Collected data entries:
============

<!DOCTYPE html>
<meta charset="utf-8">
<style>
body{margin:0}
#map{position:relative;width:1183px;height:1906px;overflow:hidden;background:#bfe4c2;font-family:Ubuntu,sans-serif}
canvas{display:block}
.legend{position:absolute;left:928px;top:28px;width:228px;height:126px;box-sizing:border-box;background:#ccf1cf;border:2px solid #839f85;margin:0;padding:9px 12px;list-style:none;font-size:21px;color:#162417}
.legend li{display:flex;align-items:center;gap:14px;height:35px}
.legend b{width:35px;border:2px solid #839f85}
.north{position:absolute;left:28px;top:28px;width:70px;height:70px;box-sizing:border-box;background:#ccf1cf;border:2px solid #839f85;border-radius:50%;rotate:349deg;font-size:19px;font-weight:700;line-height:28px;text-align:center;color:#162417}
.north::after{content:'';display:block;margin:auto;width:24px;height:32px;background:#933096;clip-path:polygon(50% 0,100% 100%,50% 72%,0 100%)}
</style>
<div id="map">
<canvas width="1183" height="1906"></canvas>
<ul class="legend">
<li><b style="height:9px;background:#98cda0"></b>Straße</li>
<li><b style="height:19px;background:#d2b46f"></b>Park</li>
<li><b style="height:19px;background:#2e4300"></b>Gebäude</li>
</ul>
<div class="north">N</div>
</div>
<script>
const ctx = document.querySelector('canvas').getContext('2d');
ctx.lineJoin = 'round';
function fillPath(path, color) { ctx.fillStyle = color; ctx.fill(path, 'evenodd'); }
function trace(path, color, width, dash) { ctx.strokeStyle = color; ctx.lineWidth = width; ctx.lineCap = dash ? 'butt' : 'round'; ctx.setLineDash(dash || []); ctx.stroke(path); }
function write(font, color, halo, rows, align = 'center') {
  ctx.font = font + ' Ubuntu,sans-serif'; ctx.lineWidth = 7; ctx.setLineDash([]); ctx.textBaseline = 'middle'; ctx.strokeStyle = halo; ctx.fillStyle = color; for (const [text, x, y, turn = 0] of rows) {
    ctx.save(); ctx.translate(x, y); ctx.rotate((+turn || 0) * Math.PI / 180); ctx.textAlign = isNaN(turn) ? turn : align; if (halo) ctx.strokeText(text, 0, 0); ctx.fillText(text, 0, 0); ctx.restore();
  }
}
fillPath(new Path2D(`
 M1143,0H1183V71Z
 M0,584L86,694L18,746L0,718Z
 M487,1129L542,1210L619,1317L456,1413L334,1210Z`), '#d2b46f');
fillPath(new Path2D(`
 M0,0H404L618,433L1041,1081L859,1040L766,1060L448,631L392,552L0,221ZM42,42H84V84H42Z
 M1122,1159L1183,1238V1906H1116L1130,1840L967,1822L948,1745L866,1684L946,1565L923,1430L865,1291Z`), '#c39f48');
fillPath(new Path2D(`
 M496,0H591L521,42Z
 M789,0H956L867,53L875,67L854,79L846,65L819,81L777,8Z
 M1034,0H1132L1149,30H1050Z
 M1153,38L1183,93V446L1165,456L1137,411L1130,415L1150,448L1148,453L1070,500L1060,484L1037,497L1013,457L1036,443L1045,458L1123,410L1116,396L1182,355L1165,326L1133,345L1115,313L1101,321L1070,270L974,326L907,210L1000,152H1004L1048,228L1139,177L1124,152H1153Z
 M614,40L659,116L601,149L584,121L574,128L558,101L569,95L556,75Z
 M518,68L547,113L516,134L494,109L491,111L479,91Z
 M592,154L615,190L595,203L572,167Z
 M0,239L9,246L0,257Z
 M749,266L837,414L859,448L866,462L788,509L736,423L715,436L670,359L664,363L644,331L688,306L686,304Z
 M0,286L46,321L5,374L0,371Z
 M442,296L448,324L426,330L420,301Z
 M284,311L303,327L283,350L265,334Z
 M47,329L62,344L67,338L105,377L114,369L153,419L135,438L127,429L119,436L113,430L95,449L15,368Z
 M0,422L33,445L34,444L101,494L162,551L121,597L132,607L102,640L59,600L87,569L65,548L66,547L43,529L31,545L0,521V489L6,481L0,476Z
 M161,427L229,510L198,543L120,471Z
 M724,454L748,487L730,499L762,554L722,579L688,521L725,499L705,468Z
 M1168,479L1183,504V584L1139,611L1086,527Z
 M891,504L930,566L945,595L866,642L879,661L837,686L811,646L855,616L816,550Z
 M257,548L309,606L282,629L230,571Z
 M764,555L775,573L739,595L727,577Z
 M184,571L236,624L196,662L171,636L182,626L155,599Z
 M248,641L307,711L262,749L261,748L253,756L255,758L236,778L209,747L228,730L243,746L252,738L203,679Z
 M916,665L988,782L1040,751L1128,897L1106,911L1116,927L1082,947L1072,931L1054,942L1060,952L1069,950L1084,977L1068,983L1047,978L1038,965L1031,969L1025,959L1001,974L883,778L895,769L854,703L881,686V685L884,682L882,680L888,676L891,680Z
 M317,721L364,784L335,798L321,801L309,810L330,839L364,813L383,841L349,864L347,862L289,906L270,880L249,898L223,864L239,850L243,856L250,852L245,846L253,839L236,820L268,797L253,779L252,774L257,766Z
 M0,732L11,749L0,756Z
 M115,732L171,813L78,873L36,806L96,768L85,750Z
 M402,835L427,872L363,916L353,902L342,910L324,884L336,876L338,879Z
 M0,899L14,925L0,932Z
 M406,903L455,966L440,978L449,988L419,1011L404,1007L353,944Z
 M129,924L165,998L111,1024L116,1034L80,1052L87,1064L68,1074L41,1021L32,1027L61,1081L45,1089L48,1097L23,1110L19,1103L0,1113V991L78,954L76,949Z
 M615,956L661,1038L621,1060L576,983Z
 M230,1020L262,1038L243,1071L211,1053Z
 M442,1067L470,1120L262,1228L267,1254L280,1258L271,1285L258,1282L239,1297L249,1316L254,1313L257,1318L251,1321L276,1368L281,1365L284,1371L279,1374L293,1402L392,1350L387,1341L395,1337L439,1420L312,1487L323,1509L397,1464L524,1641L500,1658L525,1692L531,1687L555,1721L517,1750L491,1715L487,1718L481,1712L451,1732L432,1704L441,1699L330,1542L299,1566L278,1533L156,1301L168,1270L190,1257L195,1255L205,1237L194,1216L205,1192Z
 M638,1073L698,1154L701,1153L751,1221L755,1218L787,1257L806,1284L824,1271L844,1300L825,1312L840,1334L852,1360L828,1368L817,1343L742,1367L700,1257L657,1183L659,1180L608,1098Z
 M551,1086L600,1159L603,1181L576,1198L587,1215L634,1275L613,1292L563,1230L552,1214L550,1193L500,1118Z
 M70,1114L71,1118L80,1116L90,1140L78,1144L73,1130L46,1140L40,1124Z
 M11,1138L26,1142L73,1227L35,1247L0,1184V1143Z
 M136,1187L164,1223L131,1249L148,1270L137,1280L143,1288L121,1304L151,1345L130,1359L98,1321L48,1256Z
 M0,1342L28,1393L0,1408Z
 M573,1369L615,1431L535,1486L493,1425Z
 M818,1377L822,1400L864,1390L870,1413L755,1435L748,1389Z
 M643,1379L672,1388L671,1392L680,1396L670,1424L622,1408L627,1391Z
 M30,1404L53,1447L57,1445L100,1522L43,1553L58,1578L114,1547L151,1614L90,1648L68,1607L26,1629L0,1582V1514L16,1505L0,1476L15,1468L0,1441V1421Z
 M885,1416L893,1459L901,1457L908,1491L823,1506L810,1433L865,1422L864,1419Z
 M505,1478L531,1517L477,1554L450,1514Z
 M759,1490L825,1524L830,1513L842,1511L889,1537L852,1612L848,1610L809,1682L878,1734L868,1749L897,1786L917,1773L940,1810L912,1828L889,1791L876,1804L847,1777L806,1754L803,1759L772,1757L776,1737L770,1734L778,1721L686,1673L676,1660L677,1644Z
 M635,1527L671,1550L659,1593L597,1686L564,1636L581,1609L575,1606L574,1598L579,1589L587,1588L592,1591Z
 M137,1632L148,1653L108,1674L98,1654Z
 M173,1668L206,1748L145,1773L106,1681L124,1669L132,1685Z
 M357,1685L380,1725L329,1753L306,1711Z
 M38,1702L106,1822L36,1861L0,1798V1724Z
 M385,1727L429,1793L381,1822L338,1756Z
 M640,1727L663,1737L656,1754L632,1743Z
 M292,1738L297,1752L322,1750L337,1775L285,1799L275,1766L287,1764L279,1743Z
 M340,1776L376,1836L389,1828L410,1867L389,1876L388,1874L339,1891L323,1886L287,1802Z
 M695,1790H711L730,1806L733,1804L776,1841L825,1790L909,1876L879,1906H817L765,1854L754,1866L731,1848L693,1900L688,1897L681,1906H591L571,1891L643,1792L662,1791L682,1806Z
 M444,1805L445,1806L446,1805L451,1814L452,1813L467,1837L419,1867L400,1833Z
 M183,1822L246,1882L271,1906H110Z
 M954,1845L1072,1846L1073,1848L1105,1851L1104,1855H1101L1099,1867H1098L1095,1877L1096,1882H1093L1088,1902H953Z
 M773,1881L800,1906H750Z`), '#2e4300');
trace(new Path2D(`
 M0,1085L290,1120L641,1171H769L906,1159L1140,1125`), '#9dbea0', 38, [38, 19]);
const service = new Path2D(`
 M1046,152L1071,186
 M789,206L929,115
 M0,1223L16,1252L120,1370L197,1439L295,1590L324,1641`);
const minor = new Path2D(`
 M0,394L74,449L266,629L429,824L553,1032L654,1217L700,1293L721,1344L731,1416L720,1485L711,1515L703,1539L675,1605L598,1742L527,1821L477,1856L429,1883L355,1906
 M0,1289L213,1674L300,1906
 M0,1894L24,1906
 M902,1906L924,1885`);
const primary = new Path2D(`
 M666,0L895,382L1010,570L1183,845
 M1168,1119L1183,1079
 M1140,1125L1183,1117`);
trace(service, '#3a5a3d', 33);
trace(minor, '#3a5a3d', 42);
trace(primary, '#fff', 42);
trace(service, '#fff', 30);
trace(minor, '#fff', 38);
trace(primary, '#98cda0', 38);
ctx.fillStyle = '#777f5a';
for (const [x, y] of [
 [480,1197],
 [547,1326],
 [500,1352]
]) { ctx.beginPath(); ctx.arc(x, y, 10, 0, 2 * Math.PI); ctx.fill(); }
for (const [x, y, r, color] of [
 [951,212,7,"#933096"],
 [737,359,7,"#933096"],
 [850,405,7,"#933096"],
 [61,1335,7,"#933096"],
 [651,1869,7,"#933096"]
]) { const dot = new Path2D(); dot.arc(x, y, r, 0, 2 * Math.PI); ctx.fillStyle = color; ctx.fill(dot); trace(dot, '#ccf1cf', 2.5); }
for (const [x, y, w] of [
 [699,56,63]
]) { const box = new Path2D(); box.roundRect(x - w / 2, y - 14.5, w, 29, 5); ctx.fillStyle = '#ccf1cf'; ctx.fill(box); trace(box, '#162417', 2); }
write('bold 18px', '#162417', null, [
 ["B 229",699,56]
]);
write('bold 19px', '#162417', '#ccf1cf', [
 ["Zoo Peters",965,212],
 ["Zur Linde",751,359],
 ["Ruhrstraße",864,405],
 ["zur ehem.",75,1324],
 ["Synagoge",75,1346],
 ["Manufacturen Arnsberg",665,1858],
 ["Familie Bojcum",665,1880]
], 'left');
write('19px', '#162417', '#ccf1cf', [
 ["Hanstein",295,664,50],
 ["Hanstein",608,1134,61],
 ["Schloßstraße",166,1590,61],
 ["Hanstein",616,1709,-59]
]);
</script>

============

EXERCISE:
All lines in the data that contain the word "lineWidth" should be copied.

COMPLETED EXERCISE:
function trace(path, color, width, dash) { ctx.strokeStyle = color; ctx.lineWidth = width; ctx.lineCap = dash ? 'butt' : 'round'; ctx.setLineDash(dash || []); ctx.stroke(path); }
  ctx.font = font + ' Ubuntu,sans-serif'; ctx.lineWidth = 7; ctx.setLineDash([]); ctx.textBaseline = 'middle'; ctx.strokeStyle = halo; ctx.fillStyle = color; for (const [text, x, y, turn = 0] of rows) {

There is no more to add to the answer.